Galerie Lavignes-Bastille exhibited Calum Fraser’s series of large format watercolours of mainly European townscapes, as a ‘one man show’ at the 1991 Salon de Mars in Paris. Very much a continuation of the artist‘s earlier ‘Vedutae’ views in oils, which borrowed extensively from classical artists like Piranesi, those deceptively calm watercolours combined Calum Fraser’s passion for architecture and his acute sensitivity to colour. In his latest works, the subject of this catalogue, he has returned to the denser medium of oil paint and his fascination for the human figure by creating a turbulent and carnal universe of magic and illusion.
Since October 1990, Calum Fraser has worked in a studio within an enourmous disused and dilapidated tobacco company factory in Pantin, an East End suburb of Paris –its rundown architecture directly inspired four of his canvases, which treat themes of nudity and the atmospheric peculiarities of steam and water already touched on in works such as ‘Brimming Pool’ and ‘Drizzle’ of 1988.
The bizarre and violent Moscow circus world of Mikhail Bulgakov’s novel’The Master and Margarita’, meanwhile, sparked off the sequence of ideas of illusion and sleight of hand in Calum Fraser’s other latest paintings and supplied certain images such as the severed head and the pistol firing cat in the canvas “Moscow Variety Theatre”.
“I played with the idea of the stage, of real objects and artificial ones – illusion and playing games with reality are part of the painting. All the good figure paintings I can think of are like theatre sets – in Velazquez’s Las Meninas, for example, or The Surrender of Breda which looks like a painted backdrop complete with horse wheeled onto stage. Or the interiors of Vermeer which seem like rooms made of icing sugar”.
Calum Fraser’s theatrical figures, meanwhile, are as eerily fleshy as the weird, predatory nocturnal characters who haunt the smokily-lit bar room scenes of works such as ‘Golden Lads and Girls’ of 1988: the element of disguise and deception is trong once again, formally expressed in the use of stage costumes. The juxtaposition of naked flesh and material whether it be the coarse textiles of garments or metal and wood is as brutal and as disturbing as ever.

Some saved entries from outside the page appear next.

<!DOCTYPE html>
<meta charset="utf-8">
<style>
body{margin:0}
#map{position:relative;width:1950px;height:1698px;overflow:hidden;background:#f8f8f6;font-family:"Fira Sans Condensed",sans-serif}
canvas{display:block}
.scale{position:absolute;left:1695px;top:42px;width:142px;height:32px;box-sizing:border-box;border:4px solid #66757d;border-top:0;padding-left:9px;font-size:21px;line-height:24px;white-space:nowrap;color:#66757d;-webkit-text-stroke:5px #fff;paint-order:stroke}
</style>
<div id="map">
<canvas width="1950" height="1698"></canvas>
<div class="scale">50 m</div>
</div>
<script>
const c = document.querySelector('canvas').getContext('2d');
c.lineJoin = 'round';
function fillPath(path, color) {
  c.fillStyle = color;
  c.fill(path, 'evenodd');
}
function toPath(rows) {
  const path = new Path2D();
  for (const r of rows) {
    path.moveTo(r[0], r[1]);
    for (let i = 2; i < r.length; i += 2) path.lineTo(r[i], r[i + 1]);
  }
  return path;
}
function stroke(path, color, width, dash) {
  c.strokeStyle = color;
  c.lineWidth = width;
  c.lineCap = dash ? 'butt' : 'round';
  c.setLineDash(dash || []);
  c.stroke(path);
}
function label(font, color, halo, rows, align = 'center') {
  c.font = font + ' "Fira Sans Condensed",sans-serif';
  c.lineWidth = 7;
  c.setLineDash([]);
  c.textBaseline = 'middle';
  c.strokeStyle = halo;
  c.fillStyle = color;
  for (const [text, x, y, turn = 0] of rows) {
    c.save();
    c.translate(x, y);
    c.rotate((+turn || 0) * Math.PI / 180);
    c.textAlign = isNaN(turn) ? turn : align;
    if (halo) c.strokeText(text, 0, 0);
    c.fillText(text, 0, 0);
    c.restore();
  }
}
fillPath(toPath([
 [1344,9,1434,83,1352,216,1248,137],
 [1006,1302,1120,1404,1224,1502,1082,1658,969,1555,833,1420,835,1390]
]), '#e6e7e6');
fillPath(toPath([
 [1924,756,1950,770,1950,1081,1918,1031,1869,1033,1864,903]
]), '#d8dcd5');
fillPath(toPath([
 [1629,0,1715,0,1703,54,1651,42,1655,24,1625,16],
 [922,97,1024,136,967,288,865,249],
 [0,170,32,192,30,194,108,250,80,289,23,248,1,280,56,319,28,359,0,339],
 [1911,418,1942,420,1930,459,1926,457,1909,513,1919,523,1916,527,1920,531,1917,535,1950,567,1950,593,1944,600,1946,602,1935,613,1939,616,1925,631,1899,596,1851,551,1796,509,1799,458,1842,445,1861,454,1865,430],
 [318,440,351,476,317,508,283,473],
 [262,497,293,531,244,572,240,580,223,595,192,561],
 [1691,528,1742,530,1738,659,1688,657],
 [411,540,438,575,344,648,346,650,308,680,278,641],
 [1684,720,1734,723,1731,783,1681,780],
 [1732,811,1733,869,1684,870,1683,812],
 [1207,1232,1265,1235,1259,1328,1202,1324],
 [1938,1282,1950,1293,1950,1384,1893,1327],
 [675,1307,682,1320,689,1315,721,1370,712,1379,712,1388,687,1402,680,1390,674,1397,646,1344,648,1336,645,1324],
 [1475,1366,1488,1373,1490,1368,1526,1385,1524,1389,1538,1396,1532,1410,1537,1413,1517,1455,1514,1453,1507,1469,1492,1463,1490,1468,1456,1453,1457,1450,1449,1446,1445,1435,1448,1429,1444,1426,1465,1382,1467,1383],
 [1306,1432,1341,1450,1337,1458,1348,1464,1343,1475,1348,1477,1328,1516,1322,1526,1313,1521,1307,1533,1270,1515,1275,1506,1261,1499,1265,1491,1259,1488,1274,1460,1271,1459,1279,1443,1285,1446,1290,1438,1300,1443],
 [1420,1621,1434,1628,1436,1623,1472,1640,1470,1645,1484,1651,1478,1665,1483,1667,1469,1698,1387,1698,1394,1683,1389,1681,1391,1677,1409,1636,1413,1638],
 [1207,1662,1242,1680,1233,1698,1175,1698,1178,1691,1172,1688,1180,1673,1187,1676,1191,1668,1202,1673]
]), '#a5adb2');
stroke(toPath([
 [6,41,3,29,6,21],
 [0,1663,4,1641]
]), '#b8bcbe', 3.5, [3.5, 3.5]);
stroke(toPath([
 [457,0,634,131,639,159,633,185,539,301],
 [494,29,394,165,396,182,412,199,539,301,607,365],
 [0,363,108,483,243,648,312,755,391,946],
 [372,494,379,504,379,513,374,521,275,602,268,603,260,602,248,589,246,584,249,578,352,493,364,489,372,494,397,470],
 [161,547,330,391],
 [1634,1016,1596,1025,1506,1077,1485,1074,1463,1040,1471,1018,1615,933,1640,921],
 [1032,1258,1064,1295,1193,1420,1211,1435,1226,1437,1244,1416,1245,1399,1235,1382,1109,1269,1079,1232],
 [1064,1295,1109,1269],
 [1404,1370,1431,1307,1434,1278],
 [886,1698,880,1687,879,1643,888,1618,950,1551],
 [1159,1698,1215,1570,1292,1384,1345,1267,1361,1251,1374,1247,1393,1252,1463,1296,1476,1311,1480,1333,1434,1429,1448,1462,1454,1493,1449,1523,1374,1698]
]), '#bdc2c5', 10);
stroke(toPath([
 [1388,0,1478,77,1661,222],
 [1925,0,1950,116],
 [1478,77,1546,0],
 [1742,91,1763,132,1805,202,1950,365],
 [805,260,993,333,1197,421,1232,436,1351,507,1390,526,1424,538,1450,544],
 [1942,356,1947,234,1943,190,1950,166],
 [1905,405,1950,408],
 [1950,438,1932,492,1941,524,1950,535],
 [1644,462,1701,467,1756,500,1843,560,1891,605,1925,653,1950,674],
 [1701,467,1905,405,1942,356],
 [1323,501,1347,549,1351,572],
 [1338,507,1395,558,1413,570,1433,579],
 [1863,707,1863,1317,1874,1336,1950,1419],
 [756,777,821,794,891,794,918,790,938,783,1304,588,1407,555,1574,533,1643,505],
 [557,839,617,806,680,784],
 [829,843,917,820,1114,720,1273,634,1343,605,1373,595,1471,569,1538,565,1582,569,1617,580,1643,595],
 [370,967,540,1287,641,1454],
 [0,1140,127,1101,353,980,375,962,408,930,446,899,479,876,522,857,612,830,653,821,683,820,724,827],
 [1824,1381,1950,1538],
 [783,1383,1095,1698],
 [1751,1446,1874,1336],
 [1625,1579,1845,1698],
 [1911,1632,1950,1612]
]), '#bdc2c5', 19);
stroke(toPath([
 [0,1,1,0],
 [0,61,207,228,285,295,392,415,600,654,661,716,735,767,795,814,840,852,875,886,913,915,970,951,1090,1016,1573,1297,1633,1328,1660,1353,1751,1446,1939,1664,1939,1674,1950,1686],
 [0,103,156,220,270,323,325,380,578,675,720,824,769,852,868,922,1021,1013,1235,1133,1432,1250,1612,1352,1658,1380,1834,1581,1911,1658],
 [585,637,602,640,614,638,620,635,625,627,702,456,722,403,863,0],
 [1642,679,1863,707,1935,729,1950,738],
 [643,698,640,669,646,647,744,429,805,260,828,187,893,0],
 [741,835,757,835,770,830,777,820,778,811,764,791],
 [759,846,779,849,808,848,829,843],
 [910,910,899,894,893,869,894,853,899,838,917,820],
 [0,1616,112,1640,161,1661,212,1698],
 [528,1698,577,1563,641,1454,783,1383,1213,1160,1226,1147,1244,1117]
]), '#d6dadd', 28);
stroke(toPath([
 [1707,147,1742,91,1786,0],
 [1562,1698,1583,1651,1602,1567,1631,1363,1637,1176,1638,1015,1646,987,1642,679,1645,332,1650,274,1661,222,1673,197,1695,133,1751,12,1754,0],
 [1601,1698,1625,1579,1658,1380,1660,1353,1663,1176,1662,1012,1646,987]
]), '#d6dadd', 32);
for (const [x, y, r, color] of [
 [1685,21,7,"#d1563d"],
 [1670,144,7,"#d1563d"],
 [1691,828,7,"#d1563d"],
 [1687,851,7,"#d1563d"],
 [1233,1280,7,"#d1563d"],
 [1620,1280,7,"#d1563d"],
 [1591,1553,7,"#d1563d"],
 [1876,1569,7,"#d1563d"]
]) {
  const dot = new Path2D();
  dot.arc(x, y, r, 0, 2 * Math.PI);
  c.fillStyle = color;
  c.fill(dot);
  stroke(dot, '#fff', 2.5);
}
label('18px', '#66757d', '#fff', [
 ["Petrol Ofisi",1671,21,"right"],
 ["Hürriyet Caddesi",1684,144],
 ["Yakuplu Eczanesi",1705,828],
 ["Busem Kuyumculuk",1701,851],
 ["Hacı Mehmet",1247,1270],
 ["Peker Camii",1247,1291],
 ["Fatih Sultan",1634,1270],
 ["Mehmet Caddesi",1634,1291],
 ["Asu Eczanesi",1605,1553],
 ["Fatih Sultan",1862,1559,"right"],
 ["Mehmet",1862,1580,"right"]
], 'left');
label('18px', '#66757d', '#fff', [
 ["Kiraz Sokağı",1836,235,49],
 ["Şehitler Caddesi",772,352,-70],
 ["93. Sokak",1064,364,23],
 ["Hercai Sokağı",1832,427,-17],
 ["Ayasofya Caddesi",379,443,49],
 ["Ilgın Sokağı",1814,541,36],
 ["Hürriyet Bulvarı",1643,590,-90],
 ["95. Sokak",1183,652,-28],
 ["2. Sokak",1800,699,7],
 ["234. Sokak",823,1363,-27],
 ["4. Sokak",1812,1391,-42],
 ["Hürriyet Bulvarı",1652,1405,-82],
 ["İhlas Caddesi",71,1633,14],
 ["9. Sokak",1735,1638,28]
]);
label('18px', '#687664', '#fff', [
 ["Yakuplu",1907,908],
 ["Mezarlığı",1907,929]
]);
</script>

The light in Calum Fraser’s paintings is indirect, or misty, and almost always artificial – dazzingly so in some of the paintings of stage performance. His use of pigment occasionally takes on a lighter, airier touch, although he is still interested in a heavy application to create varieties of tone and texture: in the past Calum Fraser has used sand, sawdust, resin and even straw to thicken paint.
“Time is operating when you paint a picture, it’s one of the ingredients. Paint dries at different speeds so you can paint on top and get a certain drag and resistance. You have to know about the speed, then it’s a question of intuition… painting is a process and the works I admire most are the one in which you can see how the artist’s ideas have evolved”.
And time is of the essence in the creation of illusion.